Cuando el Parlamento catalán aprobó la declaración de soberanía -un acto fundacional decisivo-, la primera voz que emitió el gobierno de Rajoy fue la de Margallo. Sus razones eran las de Mas y Duran, y se resumían en que el acto carecía de efectos jurídicos. O sea, una declaración parlamentaria solemne que rompía la soberanía del pueblo español del artículo 1 de la CE no tenía efectos jurídicos. Siguiendo finalmente el criterio de Albert Rivera, cuyo partido fue el único en reclamar el recurso ante el Tribunal Constitucional, el gobierno de España actuó, y hoy la declaración está suspendida.
Intrigante pero improvisador, su afán de acercar al gobierno a los intereses de un nacionalismo secesionista puede definirse objetivamente como traición y como abuso de confianza. Cuando glosa el «éxito» de la gran operación de agitprop dirigida a romper la unidad de la Nación, cuando se demora glosando el triunfo político, organizativo, logístico de la tropa que está haciendo Cataluña irrespirable a los constitucionalist as, Margallo traiciona a España; traiciona especialmente a los españoles de Cataluña, es decir, a los catalanes de España; traiciona asimismo, de un modo especial, a su amigo y protector el presidente del gobierno español.

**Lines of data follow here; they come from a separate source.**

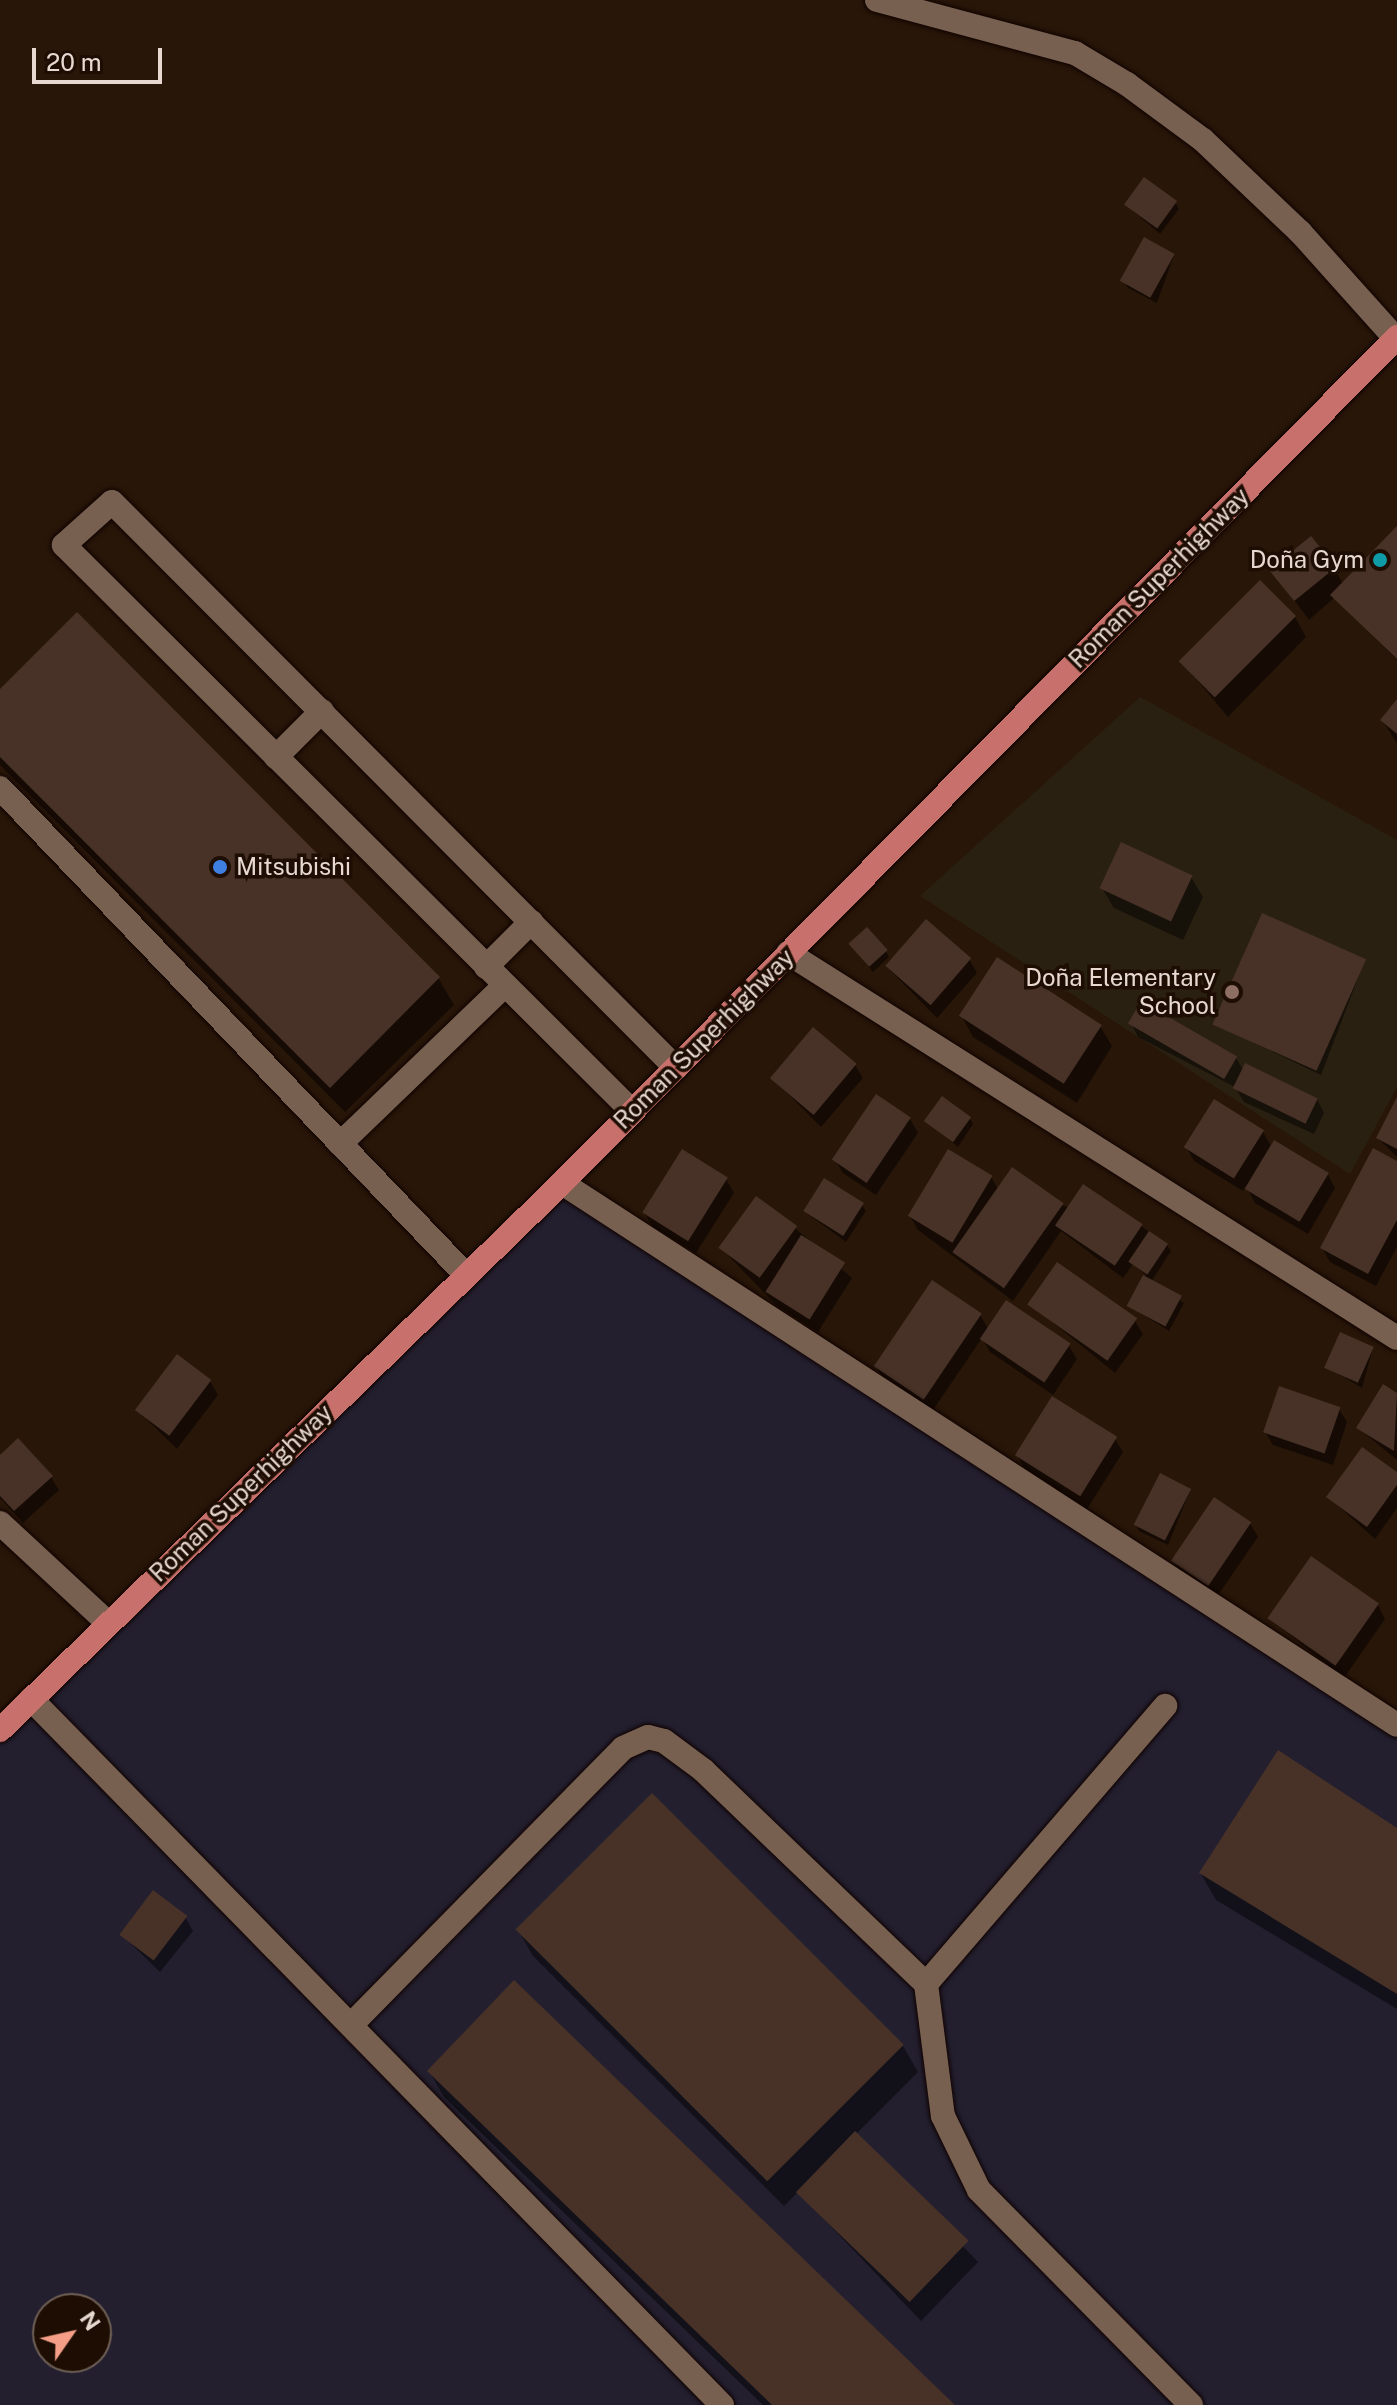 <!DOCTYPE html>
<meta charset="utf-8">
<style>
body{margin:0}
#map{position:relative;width:1397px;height:2405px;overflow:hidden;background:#281608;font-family:"Public Sans",sans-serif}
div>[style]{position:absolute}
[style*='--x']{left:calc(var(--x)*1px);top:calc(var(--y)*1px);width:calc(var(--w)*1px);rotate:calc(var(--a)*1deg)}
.industrial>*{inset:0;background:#231f2f}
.education>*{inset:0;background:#2a2011}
.shadow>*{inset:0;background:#0007}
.building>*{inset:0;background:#483227;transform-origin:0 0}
.roads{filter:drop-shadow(0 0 2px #100300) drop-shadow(0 0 2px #100300)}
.minor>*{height:24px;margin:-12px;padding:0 12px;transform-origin:12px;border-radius:12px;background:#776050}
.major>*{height:24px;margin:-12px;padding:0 12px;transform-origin:12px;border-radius:12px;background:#c8706b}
.dots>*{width:22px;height:22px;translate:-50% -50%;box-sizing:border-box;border:4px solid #1e0d02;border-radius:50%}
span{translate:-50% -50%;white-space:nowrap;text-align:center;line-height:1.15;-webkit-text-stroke:7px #1e0d02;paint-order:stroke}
.poi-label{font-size:24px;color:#e7d9d1}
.right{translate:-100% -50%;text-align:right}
.left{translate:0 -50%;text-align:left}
.street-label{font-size:24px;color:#e7d9d1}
.north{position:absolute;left:32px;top:2293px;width:80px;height:80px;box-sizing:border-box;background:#1e0d02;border:2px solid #6e5f55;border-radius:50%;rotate:56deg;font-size:22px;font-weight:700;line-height:32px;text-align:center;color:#e7d9d1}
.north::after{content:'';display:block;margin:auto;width:28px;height:36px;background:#f49e88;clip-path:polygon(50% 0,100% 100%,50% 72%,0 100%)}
.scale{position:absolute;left:32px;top:48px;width:130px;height:36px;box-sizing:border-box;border:4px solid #e7d9d1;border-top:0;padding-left:10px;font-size:24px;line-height:28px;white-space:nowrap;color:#e7d9d1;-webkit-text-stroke:6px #1e0d02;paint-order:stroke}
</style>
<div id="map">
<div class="industrial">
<i style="clip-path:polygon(evenodd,562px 1183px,1397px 1720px,1397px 2405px,0 2405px,0 1743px,562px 1183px,48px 2309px,96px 2309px,96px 2357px,48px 2357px,48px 2309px)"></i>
</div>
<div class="education">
<i style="clip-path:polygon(1140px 697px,1397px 840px,1397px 1087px,1350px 1174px,920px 896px)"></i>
</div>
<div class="shadow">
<i style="clip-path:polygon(1175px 202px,1179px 209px,1160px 234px,1126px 205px)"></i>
<i style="clip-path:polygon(1174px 255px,1157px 303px,1128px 288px,1124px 282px)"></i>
<i style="clip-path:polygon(1397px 528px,1397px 660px,1334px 598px,1309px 620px,1273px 571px,1334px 568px,1343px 584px)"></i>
<i style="clip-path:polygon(77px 615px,439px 979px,454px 1005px,345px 1112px,0 765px,0 692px)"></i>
<i style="clip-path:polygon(1295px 617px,1306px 637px,1228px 717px,1182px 662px)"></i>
<i style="clip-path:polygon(1397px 702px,1397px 743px,1382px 720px)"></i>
<i style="clip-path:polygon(1191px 877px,1203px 897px,1183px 940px,1114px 908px,1102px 888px)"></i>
<i style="clip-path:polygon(850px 944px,886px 951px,889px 957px,873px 972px)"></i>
<i style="clip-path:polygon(969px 959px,977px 973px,937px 1018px,886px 966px)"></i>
<i style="clip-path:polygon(1365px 960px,1321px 1075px,1217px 1025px)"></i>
<i style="clip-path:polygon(962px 1017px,1100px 1026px,1112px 1046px,1077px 1103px,973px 1037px)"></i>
<i style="clip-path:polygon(1131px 1023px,1236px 1058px,1244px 1072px,1317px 1099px,1324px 1113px,1314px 1134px,1244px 1102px,1235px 1087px,1138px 1037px)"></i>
<i style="clip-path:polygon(855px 1065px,863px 1078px,821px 1127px,772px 1078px)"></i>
<i style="clip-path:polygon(1397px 1102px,1397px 1157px,1378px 1138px)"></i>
<i style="clip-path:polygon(970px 1118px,973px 1124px,958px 1147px,927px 1122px)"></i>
<i style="clip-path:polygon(910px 1119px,918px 1133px,876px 1195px,843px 1173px,835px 1160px)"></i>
<i style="clip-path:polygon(1263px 1132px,1272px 1148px,1328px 1175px,1335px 1188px,1308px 1234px,1255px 1203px,1246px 1186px,1243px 1191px,1194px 1161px,1186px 1147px)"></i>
<i style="clip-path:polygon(1397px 1163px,1397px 1247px,1376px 1286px,1330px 1262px,1322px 1248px)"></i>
<i style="clip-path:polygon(991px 1177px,998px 1189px,1141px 1226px,1167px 1245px,1171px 1251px,1151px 1282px,1184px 1303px,1169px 1331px,1129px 1306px,1146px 1275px,1133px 1264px,1123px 1278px,1061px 1231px,1013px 1301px,918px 1230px,910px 1216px)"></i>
<i style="clip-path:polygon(726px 1179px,734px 1193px,696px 1253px,652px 1226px,644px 1212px)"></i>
<i style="clip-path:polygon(862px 1205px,866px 1211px,846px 1242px,805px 1212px)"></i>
<i style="clip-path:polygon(795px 1228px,852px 1278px,818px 1332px,776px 1305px,721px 1248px)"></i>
<i style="clip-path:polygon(1030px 1304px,1135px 1321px,1143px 1334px,1115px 1373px)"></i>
<i style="clip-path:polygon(980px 1315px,989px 1330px,1069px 1346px,1077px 1359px,1053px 1395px,990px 1352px,982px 1338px,931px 1413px,884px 1380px,876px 1367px)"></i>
<i style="clip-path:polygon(1373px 1348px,1362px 1388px,1327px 1367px)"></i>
<i style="clip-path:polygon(210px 1381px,218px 1395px,177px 1449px,137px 1410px)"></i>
<i style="clip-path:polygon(1383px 1386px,1397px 1395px,1397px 1460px,1358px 1428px)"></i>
<i style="clip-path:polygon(1339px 1409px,1347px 1422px,1333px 1465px,1273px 1445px,1265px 1432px)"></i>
<i style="clip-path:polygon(1115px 1439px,1123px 1452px,1087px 1509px,1024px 1469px,1017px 1455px)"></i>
<i style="clip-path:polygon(0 1457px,51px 1477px,59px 1490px,23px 1523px,0 1498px)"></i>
<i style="clip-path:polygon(1397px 1474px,1397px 1508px,1375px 1539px,1328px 1497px)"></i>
<i style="clip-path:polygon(1190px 1491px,1168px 1545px,1139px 1531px,1136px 1525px)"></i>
<i style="clip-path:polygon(1250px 1523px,1258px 1537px,1216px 1598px,1182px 1575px,1174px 1562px)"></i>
<i style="clip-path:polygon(1378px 1605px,1385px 1619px,1344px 1678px,1270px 1619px)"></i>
<i style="clip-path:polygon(1397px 1830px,1397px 2009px,1216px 1900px,1201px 1874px)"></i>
<i style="clip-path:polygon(185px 1917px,193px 1931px,160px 1972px,121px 1934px)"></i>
<i style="clip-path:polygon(518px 1930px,903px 2046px,918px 2072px,856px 2134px,978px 2262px,921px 2321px,798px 2192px,784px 2206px,533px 1956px)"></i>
<i style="clip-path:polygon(429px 2071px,952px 2405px,763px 2405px,444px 2097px)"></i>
</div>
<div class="building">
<i style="left:1144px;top:177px;width:41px;height:34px;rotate:36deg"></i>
<i style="left:1144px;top:237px;width:35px;height:50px;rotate:29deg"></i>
<i style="clip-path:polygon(1397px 526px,1397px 659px,1330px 595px)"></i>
<i style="left:1311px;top:536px;width:40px;height:54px;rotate:51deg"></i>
<i style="left:1260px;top:580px;width:51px;height:115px;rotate:45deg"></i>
<i style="clip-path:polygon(77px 612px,440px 977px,330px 1088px,0 757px,0 689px)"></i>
<i style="clip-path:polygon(1397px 699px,1397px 734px,1380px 720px)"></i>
<i style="left:1121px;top:842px;width:79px;height:51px;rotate:25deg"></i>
<i style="left:1262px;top:913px;width:114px;height:122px;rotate:24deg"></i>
<i style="left:926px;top:919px;width:60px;height:62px;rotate:41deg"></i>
<i style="left:867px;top:927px;width:31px;height:25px;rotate:48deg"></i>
<i style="left:997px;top:957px;width:125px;height:70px;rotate:33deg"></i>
<i style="left:1141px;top:1001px;width:111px;height:26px;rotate:30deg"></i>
<i style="left:813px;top:1027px;width:57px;height:67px;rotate:40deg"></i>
<i style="left:1245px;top:1063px;width:81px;height:28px;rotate:26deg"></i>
<i style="left:876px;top:1094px;width:42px;height:79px;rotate:34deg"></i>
<i style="left:942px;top:1096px;width:36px;height:31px;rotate:36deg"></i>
<i style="clip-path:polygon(1397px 1097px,1397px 1149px,1376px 1138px)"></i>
<i style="left:1214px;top:1099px;width:59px;height:57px;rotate:32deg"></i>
<i style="left:1274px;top:1140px;width:64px;height:57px;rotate:31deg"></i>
<i style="clip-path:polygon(1373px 1148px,1397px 1161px,1397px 1220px,1368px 1274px,1320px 1248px)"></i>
<i style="left:682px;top:1149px;width:54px;height:75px;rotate:32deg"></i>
<i style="left:948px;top:1149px;width:52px;height:78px;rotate:31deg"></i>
<i style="left:1012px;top:1167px;width:63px;height:104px;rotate:35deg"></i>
<i style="left:824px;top:1178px;width:47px;height:39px;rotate:32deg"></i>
<i style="left:1083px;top:1184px;width:72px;height:50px;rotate:34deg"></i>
<i style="left:756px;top:1196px;width:51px;height:64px;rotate:36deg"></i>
<i style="left:1149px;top:1231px;width:23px;height:37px;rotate:34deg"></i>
<i style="left:801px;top:1235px;width:52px;height:67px;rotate:32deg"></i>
<i style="left:1057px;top:1262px;width:98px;height:52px;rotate:35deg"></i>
<i style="left:1143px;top:1275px;width:44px;height:35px;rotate:28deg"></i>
<i style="left:932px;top:1280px;width:60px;height:104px;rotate:34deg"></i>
<i style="left:1006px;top:1300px;width:78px;height:47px;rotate:34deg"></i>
<i style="left:1340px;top:1332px;width:37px;height:39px;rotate:24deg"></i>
<i style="left:177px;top:1354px;width:43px;height:70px;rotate:37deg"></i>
<i style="clip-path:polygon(1383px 1384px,1397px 1393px,1394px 1451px,1356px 1428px)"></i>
<i style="left:1279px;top:1386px;width:65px;height:49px;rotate:19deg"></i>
<i style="left:1052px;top:1396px;width:77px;height:70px;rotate:32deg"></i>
<i style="clip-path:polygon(18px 1438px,53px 1476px,14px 1511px,0 1496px,0 1455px)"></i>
<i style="clip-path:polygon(1362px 1447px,1397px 1472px,1397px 1485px,1367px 1527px,1326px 1497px)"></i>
<i style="left:1160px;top:1473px;width:35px;height:58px;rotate:27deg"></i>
<i style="left:1214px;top:1497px;width:45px;height:77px;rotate:34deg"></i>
<i style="left:1311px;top:1556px;width:83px;height:76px;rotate:35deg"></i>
<i style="clip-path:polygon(1278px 1750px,1397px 1828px,1397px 1994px,1199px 1873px)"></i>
<i style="left:652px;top:1793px;width:356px;height:193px;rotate:45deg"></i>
<i style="left:153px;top:1890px;width:43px;height:56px;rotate:37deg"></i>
<i style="clip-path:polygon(514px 1980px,955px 2405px,772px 2405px,427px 2071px)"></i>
<i style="left:855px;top:2131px;width:158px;height:85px;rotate:44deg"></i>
</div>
<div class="roads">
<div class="minor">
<i style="--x:877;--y:0;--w:205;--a:15"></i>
<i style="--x:1075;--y:53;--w:61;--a:30.8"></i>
<i style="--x:1127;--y:84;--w:94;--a:36.4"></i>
<i style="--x:1203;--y:140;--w:134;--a:43.5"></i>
<i style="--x:1300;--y:232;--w:142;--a:48.1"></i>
<i style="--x:276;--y:757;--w:65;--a:-45"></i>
<i style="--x:0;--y:788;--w:675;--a:46.26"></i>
<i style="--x:788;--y:953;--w:720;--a:32.3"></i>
<i style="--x:486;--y:967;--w:64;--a:-45"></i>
<i style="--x:632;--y:1111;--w:802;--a:-135.1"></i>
<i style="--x:64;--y:545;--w:64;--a:-41.9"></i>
<i style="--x:112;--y:502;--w:799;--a:45.1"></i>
<i style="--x:340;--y:1144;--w:229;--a:-43.9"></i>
<i style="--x:562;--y:1183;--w:995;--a:32.99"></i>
<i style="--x:0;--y:1523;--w:146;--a:42.8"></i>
<i style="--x:31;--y:1699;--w:988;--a:45.62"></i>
<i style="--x:926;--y:1984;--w:367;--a:-49.3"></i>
<i style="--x:351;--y:2025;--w:388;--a:-45.5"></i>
<i style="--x:623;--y:1748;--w:27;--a:-24"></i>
<i style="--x:648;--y:1737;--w:16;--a:14"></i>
<i style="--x:664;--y:1741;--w:49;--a:36.6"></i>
<i style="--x:703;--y:1770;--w:309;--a:43.8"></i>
<i style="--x:926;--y:1984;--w:133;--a:82.7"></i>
<i style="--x:943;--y:2116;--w:82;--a:64.1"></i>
<i style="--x:979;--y:2190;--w:302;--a:45.4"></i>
</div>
<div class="major">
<i style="--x:0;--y:1730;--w:784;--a:-44.23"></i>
<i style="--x:562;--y:1183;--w:1189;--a:-45.37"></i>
</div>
</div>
<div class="dots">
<i style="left:1380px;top:560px;background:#0f9aa8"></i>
<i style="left:220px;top:867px;background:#3f7fe0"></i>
<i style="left:1232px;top:992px;background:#8d6e63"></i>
</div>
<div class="poi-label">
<span class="right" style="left:1364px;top:560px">Doña Gym</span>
<span class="left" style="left:236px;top:867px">Mitsubishi</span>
<span class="right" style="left:1216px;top:992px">Doña Elementary<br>School</span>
</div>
<div class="street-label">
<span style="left:1159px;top:578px;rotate:-45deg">Roman Superhighway</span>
<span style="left:704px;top:1039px;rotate:-45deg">Roman Superhighway</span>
<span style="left:241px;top:1493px;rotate:-44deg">Roman Superhighway</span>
</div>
<div class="north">N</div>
<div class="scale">20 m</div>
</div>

Ha metido en líos al Rey manteniendo reuniones con la comisionista Corinna -asuntos clasificados-, para luego negarlas y, por fin reconocerlas. Su plan de la marca España, aparentemente positivo y necesario, ha salido al revés porque, como tantos lenguaraces, ni es constante, ni es coherente, ni es capaz de atar el compromiso de los actores precisos.
Merece un cese en toda regla, que además serviría para transmitir un mensaje inequívoco a los nacionalistas-secesionistas catalanes que, aferrados a las palabras del ministro de Exteriores, a su enorme comprensión, a su óptima valoración de la última Diada, y a la propia naturaleza de su cartera (¡manda huevos!), se están enterando por Madrid de lo que no tenían claro: que han ganado. Margallo merecía haber nacido antes y pertenecer al círculo de Alfonso XIII que anunció la victoria republicana en las elecciones municipales del 31. Ya dejé aquí hace una semana mi sospecha, luego confirmada: quieren salvar la cara a Mas. Es un grave error. Presidente, si esto lo tenemos que arreglar solos los constitucionalistas de Cataluña, sea. Pero le ruego que no nos lo ponga más difícil.